Contour segmentation [closed]
Hey there,
I have a contour which consists of curved segments and straigth segments. Is there any possibility to segment the contour into the curved and straigth parts? So this is an example for a contour
I would like to have a segmentation like this:
Do you have any idea how I could solve such a problem
Thank you very much and best regards
The solution is to calculate the curvature:
vector<double> getCurvature(vector<Point> const& tContourPoints, int tStepSize)
{
int iplus;
int iminus;
double acurvature;
double adivisor;
Point2f pplus;
Point2f pminus;
Point2f a1stDerivative;
Point2f a2ndDerivative;
vector< double > rVecCurvature( tContourPoints.size() );
if ((int)tContourPoints.size() < tStepSize)
{
return rVecCurvature;
}
for (int i = 0; i < (int)tContourPoints.size(); i++ )
{
const Point2f& pos = tContourPoints[i];
iminus = i-tStepSize;
iplus = i+tStepSize;
if(iminus < 0)
{
pminus = tContourPoints[iminus + tContourPoints.size()];
}
else
{
pminus = tContourPoints[iminus];
}
if(iplus > (int)tContourPoints.size())
{
pplus = tContourPoints[iplus - (int)tContourPoints.size()];
}
else
{
pplus = tContourPoints[iplus];
}
a1stDerivative.x = (pplus.x - pminus.x) / ( iplus-iminus);
a1stDerivative.y = (pplus.y - pminus.y) / ( iplus-iminus);
a2ndDerivative.x = (pplus.x - 2*pos.x + pminus.x) / ((iplus-iminus)/2*(iplus-iminus)/2);
a2ndDerivative.y = (pplus.y - 2*pos.y + pminus.y) / ((iplus-iminus)/2*(iplus-iminus)/2);
adivisor = a2ndDerivative.x*a2ndDerivative.x + a2ndDerivative.y*a2ndDerivative.y;
if ( abs(adivisor) > 10e-8 )
{
acurvature = abs(a2ndDerivative.y*a1stDerivative.x - a2ndDerivative.x*a1stDerivative.y) / pow(adivisor, 3.0/2.0 ) ;
}
else
{
acurvature = numeric_limits<double>::infinity();
}
rVecCurvature[i] = acurvature;
}
return rVecCurvature;
}
and the you can segment it with a specific border value
if i find the 4 corners,can it help you to solve the problem?
Have you read this ?
so the upper images are just to show the problem. The real forms can be more complicate. To find the contures isn't a problem. But I don't know how I can divide the contour in segments.

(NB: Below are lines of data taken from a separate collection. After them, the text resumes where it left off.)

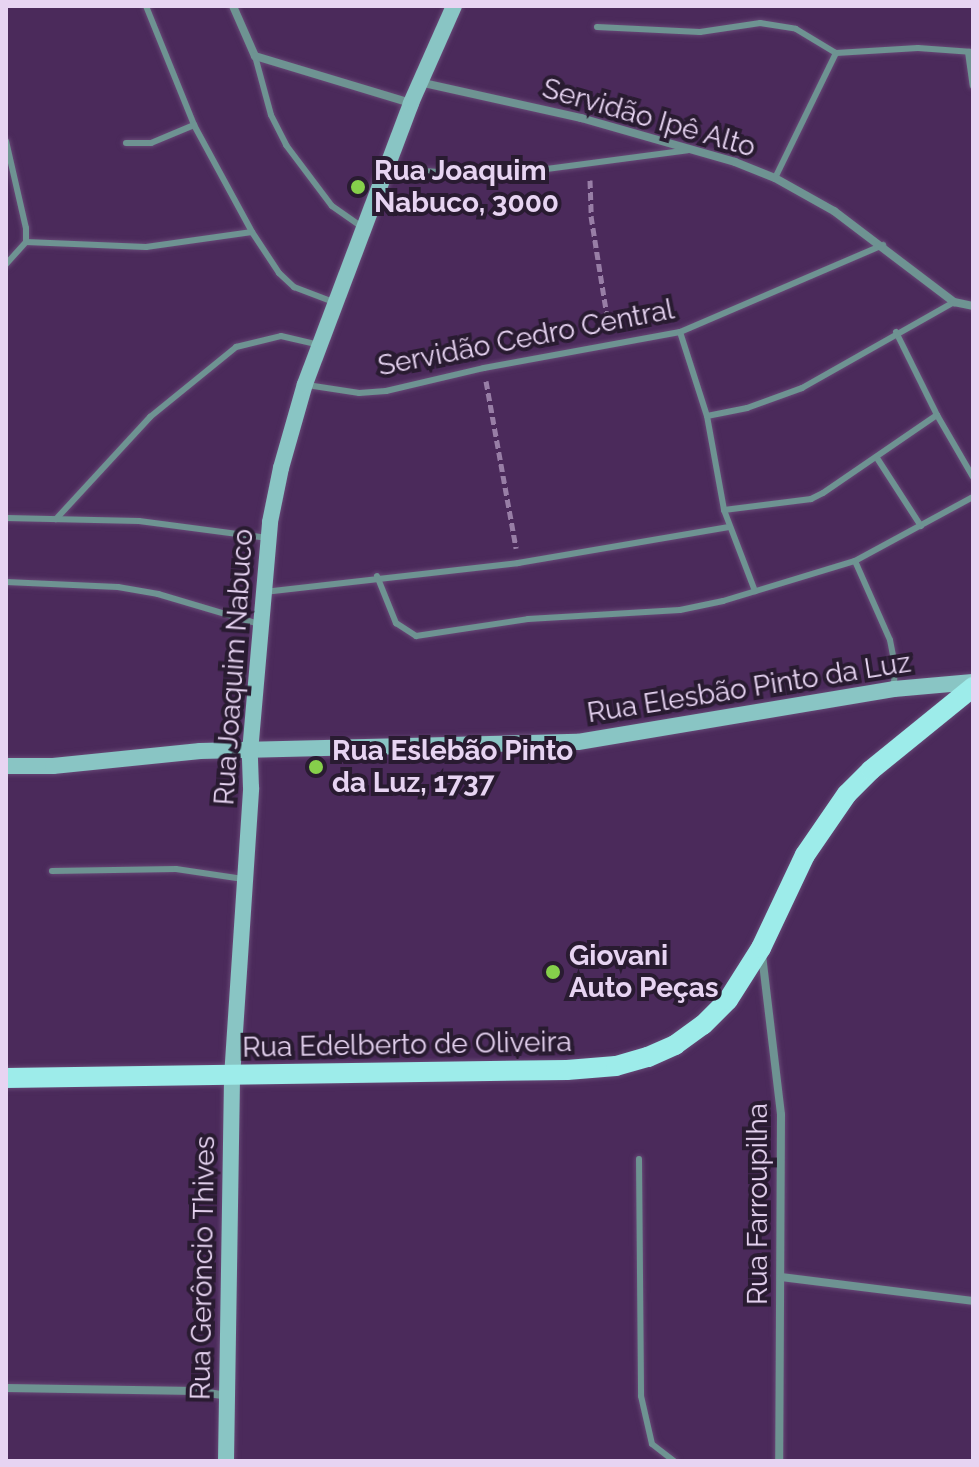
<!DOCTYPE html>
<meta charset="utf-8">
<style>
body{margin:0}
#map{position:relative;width:979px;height:1467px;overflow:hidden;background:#4b2a5b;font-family:Raleway,sans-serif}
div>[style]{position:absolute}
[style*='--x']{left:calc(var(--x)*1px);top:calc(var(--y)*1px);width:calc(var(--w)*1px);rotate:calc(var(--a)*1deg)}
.path>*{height:5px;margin-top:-2.5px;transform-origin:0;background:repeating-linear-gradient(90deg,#987ea6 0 8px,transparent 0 12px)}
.roads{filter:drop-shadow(0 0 2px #674976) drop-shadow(0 0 2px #674976)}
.lane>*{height:6px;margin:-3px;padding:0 3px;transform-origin:3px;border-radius:3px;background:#6e9392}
.street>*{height:8px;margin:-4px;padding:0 4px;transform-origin:4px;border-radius:4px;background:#6e9392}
.secondary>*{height:16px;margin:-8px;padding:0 8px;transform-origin:8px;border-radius:8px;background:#89c5c4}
.primary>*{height:20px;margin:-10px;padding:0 10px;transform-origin:10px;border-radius:10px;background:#9decea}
.dots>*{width:22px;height:22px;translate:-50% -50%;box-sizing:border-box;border:4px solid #291b31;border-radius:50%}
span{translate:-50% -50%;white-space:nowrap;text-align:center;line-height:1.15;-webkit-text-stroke:8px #291b31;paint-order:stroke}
.street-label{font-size:28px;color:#e7d4f2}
.poi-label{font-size:28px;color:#e7d4f2;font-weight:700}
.left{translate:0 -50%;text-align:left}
.frame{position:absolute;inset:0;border:8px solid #e7d4f2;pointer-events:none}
</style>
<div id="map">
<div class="path">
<div style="--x:590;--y:180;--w:36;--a:88"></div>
<div style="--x:591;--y:216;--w:113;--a:80.9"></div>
<div style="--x:486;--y:381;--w:170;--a:79.8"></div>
</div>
<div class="roads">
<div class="lane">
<div style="--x:146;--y:6;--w:128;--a:68"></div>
<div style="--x:194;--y:125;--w:122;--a:61.5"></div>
<div style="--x:252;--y:232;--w:49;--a:56.6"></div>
<div style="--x:279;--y:273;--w:21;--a:43"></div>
<div style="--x:294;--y:287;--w:45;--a:20.9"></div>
<div style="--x:597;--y:27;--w:103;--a:2.8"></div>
<div style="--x:700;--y:32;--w:61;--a:-8.5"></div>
<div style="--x:760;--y:23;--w:36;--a:9"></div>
<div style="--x:796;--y:29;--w:47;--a:31"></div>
<div style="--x:836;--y:53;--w:82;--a:-3.5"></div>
<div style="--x:918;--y:48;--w:55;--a:4.2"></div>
<div style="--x:968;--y:52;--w:34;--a:82"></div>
<div style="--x:255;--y:56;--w:61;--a:74.8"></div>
<div style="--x:271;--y:115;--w:34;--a:63"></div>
<div style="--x:286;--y:145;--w:76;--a:53"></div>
<div style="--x:332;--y:206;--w:38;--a:35"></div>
<div style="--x:6;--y:141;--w:89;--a:77.1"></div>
<div style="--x:26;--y:228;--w:14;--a:90"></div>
<div style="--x:26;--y:242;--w:30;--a:132"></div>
<div style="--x:126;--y:143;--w:25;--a:0"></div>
<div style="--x:151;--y:143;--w:47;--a:-22.7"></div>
<div style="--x:389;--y:169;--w:67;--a:3.4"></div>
<div style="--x:456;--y:173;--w:83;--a:-2.1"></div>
<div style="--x:539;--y:170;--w:150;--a:-7.6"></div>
<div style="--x:775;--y:178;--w:139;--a:-64"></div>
<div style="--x:26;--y:242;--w:120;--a:2.4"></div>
<div style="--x:146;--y:247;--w:107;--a:-8.1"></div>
<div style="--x:680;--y:332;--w:88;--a:72.2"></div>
<div style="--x:707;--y:416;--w:96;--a:79.7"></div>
<div style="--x:724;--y:510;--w:87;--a:69.1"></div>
<div style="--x:896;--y:332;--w:93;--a:63.7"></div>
<div style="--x:937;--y:415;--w:72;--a:59.9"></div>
<div style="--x:307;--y:385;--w:53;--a:8.7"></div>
<div style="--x:359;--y:393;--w:27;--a:-4"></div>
<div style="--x:386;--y:391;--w:101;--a:-13.2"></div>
<div style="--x:484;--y:368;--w:199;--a:-10.4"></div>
<div style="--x:680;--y:332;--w:221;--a:-23.2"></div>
<div style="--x:707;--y:416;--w:41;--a:-11.3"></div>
<div style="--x:747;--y:408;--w:59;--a:-20"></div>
<div style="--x:802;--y:388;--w:175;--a:-29.5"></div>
<div style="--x:877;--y:458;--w:81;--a:57.1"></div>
<div style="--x:724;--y:510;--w:88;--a:-7.2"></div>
<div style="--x:811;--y:499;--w:13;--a:-27"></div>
<div style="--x:823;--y:493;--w:138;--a:-34.4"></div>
<div style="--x:6;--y:518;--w:133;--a:1.3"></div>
<div style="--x:139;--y:521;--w:130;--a:7.5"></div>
<div style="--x:56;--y:519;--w:139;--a:-47.3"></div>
<div style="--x:150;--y:417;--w:111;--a:-39.1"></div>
<div style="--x:236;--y:347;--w:46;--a:-13.7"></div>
<div style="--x:281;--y:336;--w:37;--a:13"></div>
<div style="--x:855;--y:561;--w:86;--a:66.1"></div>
<div style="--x:890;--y:640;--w:25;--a:79"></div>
<div style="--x:895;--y:665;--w:21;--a:93"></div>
<div style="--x:377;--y:576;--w:51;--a:68"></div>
<div style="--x:396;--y:623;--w:24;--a:33"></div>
<div style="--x:416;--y:636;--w:113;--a:-8.6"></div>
<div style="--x:528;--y:619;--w:152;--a:-3.4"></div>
<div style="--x:680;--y:610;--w:44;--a:-11.8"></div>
<div style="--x:723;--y:601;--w:138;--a:-16.9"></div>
<div style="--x:855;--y:561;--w:134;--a:-28.5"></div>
<div style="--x:6;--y:582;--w:112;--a:2.6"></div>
<div style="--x:118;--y:587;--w:41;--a:9.9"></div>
<div style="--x:158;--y:594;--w:105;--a:16.5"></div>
<div style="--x:265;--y:592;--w:255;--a:-6.5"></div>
<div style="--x:518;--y:563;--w:214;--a:-9.7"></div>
<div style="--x:52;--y:871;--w:124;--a:-0.9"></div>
<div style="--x:176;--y:869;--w:68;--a:8.5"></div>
<div style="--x:639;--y:1159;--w:237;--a:89.5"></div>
<div style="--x:641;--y:1396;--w:49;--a:77.1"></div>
<div style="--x:652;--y:1444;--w:28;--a:38"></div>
</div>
<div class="street">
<div style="--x:233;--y:6;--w:55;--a:66.3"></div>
<div style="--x:255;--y:56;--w:163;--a:16.8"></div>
<div style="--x:419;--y:82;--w:166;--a:12.5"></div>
<div style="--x:581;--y:118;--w:160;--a:15.9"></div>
<div style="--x:735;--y:162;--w:43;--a:21.8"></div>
<div style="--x:775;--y:178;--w:68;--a:29.2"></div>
<div style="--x:834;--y:211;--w:151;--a:37.2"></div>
<div style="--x:954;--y:302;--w:19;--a:12"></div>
<div style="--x:762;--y:955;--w:161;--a:83.2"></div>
<div style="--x:781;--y:1115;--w:346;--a:90.3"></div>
<div style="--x:781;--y:1277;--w:193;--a:7.1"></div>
<div style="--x:6;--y:1388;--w:190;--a:0.9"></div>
<div style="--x:196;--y:1391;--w:31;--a:9"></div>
</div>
<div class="secondary">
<div style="--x:6;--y:766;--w:47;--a:0"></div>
<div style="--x:53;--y:766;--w:148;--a:-5.8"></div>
<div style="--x:200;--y:751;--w:378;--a:-1.4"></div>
<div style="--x:578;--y:742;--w:320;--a:-9.5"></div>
<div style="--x:894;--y:689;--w:79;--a:-5.1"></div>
<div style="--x:226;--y:1461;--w:384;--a:-89.1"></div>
<div style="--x:232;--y:1077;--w:290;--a:-86.2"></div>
<div style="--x:251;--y:788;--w:36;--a:-92"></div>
<div style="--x:250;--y:752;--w:231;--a:-85"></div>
<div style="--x:270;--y:522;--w:55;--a:-78.5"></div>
<div style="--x:281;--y:468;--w:87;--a:-74.1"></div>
<div style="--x:305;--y:384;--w:300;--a:-69.3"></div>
<div style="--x:411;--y:103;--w:106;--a:-66.1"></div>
</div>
<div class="primary">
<div style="--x:6;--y:1078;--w:561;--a:-0.82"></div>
<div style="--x:567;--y:1070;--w:49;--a:-4.7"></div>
<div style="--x:616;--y:1066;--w:33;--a:-16"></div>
<div style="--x:648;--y:1057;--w:30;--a:-24"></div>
<div style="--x:675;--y:1045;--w:34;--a:-36"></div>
<div style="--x:703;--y:1025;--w:35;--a:-45"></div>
<div style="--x:728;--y:1000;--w:62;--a:-57.6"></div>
<div style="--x:761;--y:948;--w:103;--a:-64.7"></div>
<div style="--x:805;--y:855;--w:74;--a:-55.5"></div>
<div style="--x:847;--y:794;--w:34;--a:-45"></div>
<div style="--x:871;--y:770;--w:132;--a:-39.1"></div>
</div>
</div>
<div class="dots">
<div style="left:358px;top:187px;background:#86cf4b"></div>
<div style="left:316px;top:767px;background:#86cf4b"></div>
<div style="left:553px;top:972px;background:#86cf4b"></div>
</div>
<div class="street-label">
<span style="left:649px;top:118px;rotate:16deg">Servidão Ipê Alto</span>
<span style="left:526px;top:338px;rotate:-11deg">Servidão Cedro Central</span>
<span style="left:234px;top:667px;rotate:-86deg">Rua Joaquim Nabuco</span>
<span style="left:749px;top:688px;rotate:-9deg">Rua Elesbão Pinto da Luz</span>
<span style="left:407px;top:1045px;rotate:-1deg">Rua Edelberto de Oliveira</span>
<span style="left:758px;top:1204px;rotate:-90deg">Rua Farroupilha</span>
<span style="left:203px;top:1268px;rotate:-89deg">Rua Gerôncio Thives</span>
</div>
<div class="poi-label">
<span class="left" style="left:374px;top:187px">Rua Joaquim<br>Nabuco, 3000</span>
<span class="left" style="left:332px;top:767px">Rua Eslebão Pinto<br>da Luz, 1737</span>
<span class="left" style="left:569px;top:972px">Giovani<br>Auto Peças</span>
</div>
<div class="frame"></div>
</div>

What I would do is find the contour, approximate it with a bounding rect and then try to reproduce some sort of convexityDefect function. Take a look here. It will just require you to approximate the rectangle found with a convex hull, and the defects will do the rest for you I guess.
so I solved the problem with calculate the curvatur of the contour points (reffered to (http://stackoverflow.com/questions/32...)
It might be nice if you actually added the solution here, rather than posting a SO question.
@stan123 added some karma, so youcan write a proper answer. please do so !